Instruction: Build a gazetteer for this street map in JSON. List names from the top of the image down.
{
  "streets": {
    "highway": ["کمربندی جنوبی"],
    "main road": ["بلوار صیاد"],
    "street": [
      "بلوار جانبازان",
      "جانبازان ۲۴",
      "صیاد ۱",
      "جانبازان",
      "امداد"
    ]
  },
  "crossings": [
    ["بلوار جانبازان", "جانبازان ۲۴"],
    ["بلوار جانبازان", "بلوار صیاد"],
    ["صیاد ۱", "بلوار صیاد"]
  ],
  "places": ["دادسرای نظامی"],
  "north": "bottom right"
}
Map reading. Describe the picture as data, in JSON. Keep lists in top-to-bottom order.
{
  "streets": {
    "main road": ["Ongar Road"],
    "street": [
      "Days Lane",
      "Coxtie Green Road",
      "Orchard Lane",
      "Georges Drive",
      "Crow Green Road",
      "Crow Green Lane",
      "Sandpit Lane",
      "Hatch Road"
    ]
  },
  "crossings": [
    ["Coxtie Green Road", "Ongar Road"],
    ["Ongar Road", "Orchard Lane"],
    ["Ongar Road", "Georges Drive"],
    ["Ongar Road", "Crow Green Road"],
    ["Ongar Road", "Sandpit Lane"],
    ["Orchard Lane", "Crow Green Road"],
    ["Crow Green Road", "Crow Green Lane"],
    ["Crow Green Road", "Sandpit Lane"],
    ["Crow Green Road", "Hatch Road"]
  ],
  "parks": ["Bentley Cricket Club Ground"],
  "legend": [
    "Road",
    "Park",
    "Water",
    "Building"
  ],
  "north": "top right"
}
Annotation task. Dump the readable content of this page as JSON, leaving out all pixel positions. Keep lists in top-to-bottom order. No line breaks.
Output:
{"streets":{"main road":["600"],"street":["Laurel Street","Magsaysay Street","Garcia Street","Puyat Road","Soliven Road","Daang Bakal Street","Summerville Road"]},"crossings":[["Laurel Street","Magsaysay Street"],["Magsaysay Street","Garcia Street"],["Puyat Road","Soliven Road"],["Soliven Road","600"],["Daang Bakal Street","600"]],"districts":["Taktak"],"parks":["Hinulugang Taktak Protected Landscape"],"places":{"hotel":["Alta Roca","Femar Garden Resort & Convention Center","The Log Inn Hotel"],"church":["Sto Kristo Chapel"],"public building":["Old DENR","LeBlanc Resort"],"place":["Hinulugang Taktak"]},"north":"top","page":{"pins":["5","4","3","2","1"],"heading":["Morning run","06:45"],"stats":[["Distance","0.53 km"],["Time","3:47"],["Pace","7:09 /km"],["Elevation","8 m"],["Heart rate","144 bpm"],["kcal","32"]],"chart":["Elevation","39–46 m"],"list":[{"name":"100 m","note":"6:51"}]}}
*-*-*
=== Assigned task ===
Output the complete data verbatim.

=== Answer space ===
Instruction: Build a gazetteer for this street map in JSON. List names from the top of the image down.
{
  "streets": {
    "highway": ["کمربندی جنوبی"],
    "main road": ["بلوار صیاد"],
    "street": [
      "بلوار جانبازان",
      "جانبازان ۲۴",
      "صیاد ۱",
      "جانبازان",
      "امداد"
    ]
  },
  "crossings": [
    ["بلوار جانبازان", "جانبازان ۲۴"],
    ["بلوار جانبازان", "بلوار صیاد"],
    ["صیاد ۱", "بلوار صیاد"]
  ],
  "places": ["دادسرای نظامی"],
  "north": "bottom right"
}
Map reading. Describe the picture as data, in JSON. Keep lists in top-to-bottom order.
{
  "streets": {
    "main road": ["Ongar Road"],
    "street": [
      "Days Lane",
      "Coxtie Green Road",
      "Orchard Lane",
      "Georges Drive",
      "Crow Green Road",
      "Crow Green Lane",
      "Sandpit Lane",
      "Hatch Road"
    ]
  },
  "crossings": [
    ["Coxtie Green Road", "Ongar Road"],
    ["Ongar Road", "Orchard Lane"],
    ["Ongar Road", "Georges Drive"],
    ["Ongar Road", "Crow Green Road"],
    ["Ongar Road", "Sandpit Lane"],
    ["Orchard Lane", "Crow Green Road"],
    ["Crow Green Road", "Crow Green Lane"],
    ["Crow Green Road", "Sandpit Lane"],
    ["Crow Green Road", "Hatch Road"]
  ],
  "parks": ["Bentley Cricket Club Ground"],
  "legend": [
    "Road",
    "Park",
    "Water",
    "Building"
  ],
  "north": "top right"
}
Annotation task. Dump the readable content of this page as JSON, leaving out all pixel positions. Keep lists in top-to-bottom order. No line breaks.
Output:
{"streets":{"main road":["600"],"street":["Laurel Street","Magsaysay Street","Garcia Street","Puyat Road","Soliven Road","Daang Bakal Street","Summerville Road"]},"crossings":[["Laurel Street","Magsaysay Street"],["Magsaysay Street","Garcia Street"],["Puyat Road","Soliven Road"],["Soliven Road","600"],["Daang Bakal Street","600"]],"districts":["Taktak"],"parks":["Hinulugang Taktak Protected Landscape"],"places":{"hotel":["Alta Roca","Femar Garden Resort & Convention Center","The Log Inn Hotel"],"church":["Sto Kristo Chapel"],"public building":["Old DENR","LeBlanc Resort"],"place":["Hinulugang Taktak"]},"north":"top","page":{"pins":["5","4","3","2","1"],"heading":["Morning run","06:45"],"stats":[["Distance","0.53 km"],["Time","3:47"],["Pace","7:09 /km"],["Elevation","8 m"],["Heart rate","144 bpm"],["kcal","32"]],"chart":["Elevation","39–46 m"],"list":[{"name":"100 m","note":"6:51"}]}}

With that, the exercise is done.